(Data excerpts)
== == ==

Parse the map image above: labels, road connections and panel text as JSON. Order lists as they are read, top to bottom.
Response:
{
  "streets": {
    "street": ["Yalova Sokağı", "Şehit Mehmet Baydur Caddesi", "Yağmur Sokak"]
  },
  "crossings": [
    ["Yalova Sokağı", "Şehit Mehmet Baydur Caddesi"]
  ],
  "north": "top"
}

== == ==

#### [Your goal]
Would you mind giving all the records again exactly?

#### [Answer to the problem]
Parse the map image above: labels, road connections and panel text as JSON. Order lists as they are read, top to bottom.
Response:
{
  "streets": {
    "street": ["Yalova Sokağı", "Şehit Mehmet Baydur Caddesi", "Yağmur Sokak"]
  },
  "crossings": [
    ["Yalova Sokağı", "Şehit Mehmet Baydur Caddesi"]
  ],
  "north": "top"
}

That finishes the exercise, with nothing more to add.